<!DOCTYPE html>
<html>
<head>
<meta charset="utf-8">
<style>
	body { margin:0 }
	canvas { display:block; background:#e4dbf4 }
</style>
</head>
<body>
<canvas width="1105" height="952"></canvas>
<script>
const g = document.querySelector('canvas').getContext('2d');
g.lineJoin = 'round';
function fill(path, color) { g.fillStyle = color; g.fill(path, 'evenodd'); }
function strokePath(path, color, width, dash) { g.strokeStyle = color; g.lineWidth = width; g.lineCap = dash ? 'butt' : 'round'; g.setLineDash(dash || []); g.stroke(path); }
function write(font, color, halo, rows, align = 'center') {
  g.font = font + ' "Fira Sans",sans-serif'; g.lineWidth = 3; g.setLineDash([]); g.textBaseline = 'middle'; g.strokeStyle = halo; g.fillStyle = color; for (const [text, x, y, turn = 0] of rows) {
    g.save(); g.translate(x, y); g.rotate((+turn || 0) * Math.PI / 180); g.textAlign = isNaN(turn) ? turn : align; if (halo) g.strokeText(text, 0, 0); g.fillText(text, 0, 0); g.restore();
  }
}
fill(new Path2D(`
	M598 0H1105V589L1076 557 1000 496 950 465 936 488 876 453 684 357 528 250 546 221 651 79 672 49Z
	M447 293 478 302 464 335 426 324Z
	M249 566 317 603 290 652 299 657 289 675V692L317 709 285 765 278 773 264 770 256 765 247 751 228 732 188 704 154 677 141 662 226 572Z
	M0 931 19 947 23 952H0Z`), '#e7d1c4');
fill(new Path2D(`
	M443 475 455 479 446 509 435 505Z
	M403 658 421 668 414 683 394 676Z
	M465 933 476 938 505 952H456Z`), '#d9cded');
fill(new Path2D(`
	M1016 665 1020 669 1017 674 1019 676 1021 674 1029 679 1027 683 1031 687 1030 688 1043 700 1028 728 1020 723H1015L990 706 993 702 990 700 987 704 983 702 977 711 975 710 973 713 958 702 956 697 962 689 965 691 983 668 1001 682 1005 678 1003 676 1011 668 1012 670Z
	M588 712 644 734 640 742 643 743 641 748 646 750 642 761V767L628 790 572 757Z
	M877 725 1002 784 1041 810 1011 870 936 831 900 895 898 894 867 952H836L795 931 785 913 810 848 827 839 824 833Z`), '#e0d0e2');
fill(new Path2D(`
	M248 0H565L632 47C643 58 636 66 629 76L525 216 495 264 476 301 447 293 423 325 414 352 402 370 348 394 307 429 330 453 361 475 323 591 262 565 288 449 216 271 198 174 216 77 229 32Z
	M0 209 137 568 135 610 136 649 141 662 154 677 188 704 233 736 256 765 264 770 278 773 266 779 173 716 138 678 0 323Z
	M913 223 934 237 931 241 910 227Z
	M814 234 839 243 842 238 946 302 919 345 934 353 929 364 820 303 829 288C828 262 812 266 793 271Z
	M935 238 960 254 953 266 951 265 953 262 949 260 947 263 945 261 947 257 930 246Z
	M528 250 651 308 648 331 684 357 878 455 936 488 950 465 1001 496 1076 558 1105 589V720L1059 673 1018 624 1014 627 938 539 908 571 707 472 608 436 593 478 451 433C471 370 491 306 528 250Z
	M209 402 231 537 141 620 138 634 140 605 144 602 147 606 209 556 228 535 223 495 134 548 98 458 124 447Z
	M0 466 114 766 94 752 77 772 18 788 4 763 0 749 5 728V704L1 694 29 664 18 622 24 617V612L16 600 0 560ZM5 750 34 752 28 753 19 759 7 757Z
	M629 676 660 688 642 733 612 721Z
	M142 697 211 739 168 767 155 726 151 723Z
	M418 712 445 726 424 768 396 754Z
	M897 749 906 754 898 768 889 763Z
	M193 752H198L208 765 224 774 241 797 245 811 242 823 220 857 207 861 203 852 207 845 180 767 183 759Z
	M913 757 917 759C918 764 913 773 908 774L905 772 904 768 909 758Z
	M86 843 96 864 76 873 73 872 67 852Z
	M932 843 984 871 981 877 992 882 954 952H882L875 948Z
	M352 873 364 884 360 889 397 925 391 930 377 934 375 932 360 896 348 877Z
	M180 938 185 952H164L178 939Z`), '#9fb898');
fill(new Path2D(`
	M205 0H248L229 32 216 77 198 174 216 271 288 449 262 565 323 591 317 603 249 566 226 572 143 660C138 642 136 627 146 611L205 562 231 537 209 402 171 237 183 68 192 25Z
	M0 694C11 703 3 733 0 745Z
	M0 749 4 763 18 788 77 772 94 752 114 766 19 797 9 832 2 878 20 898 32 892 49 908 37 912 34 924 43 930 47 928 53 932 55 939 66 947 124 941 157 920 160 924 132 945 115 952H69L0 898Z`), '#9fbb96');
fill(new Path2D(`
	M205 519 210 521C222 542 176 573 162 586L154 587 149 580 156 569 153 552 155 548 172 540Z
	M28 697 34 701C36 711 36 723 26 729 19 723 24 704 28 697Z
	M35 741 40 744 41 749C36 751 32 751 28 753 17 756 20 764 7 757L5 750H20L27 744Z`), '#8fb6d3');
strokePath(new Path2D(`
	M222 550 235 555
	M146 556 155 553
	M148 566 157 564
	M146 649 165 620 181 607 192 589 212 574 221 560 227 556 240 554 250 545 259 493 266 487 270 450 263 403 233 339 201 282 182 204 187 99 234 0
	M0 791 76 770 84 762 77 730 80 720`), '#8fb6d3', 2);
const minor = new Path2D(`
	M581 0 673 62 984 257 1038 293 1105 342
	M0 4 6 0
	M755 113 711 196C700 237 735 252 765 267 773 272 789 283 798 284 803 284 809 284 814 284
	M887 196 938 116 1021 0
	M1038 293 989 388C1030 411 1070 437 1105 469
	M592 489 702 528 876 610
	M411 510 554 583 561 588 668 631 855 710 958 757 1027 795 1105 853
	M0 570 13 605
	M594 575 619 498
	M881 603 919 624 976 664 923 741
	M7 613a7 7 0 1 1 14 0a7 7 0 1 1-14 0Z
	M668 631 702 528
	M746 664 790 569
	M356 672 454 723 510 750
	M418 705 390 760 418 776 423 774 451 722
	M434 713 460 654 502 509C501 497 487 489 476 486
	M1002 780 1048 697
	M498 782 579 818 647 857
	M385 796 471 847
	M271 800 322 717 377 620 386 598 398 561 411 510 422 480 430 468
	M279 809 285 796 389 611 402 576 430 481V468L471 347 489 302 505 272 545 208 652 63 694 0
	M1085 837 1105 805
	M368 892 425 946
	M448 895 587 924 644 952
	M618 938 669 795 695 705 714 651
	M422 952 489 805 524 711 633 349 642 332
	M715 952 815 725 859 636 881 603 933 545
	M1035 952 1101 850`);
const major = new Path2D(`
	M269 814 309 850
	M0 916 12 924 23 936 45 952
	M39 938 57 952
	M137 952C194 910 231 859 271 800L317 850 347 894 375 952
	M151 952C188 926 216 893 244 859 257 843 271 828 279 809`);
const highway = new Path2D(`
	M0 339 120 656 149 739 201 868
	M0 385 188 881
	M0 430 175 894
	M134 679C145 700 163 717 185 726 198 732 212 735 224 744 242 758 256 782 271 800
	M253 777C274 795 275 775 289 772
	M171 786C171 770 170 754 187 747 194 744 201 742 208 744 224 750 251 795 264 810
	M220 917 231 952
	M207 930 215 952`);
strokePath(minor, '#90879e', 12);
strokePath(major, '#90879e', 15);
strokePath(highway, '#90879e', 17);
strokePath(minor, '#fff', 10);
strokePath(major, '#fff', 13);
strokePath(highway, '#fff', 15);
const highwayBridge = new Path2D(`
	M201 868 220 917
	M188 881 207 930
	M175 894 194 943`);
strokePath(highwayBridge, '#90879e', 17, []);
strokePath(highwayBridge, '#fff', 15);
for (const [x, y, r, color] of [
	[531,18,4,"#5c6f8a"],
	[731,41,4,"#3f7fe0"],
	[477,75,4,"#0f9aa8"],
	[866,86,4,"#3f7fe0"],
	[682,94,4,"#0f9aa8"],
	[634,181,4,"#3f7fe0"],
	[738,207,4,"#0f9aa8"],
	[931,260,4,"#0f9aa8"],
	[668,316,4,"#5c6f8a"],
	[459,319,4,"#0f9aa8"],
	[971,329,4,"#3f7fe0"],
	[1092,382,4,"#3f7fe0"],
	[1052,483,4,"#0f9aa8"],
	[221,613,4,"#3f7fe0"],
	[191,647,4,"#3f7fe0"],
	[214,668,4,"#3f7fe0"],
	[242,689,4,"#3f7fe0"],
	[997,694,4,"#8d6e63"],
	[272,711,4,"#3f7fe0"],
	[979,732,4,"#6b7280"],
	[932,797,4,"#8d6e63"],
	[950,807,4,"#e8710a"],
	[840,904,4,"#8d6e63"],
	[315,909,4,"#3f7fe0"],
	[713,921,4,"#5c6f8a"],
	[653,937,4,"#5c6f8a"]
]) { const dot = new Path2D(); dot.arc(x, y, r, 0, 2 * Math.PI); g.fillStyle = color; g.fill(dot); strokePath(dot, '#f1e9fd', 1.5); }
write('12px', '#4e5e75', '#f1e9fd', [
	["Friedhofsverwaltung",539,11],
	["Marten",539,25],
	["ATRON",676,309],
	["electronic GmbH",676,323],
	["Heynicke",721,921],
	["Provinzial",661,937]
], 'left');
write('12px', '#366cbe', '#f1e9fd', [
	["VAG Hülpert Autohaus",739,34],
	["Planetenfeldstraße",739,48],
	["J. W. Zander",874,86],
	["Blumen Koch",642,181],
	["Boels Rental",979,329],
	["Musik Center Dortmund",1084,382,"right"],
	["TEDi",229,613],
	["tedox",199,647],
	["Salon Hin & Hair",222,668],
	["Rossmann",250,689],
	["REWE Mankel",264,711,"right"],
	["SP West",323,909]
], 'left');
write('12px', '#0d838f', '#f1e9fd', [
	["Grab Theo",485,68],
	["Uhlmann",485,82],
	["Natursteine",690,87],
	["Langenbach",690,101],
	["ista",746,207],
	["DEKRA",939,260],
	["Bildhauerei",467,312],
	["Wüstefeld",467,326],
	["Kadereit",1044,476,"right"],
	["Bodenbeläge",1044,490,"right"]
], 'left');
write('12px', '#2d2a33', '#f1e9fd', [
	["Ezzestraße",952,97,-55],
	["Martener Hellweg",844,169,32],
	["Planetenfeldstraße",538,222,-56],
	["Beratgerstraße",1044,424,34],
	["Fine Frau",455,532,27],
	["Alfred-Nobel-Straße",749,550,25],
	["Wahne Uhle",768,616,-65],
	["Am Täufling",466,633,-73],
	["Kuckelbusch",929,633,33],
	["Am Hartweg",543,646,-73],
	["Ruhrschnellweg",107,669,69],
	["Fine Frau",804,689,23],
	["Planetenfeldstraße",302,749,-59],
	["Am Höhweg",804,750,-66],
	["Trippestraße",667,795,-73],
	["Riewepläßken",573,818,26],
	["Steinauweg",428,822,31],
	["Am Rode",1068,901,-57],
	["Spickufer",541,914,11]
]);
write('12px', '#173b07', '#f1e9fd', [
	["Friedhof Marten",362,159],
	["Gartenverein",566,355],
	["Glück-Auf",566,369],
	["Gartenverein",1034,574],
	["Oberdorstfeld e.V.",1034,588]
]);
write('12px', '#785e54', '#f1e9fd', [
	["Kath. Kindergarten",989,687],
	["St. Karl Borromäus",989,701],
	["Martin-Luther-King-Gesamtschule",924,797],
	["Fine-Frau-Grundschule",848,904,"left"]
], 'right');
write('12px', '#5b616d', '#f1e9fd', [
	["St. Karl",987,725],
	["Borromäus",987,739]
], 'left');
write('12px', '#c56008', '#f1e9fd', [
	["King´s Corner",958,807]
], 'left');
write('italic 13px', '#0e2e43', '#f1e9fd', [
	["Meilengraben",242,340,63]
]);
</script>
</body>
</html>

++++++++++

(ABOUT THIS EXERCISE) Show, from the entries above, every line that includes the string "font".

(YOUR SOLUTION)
function write(font, color, halo, rows, align = 'center') {
  g.font = font + ' "Fira Sans",sans-serif'; g.lineWidth = 3; g.setLineDash([]); g.textBaseline = 'middle'; g.strokeStyle = halo; g.fillStyle = color; for (const [text, x, y, turn = 0] of rows) {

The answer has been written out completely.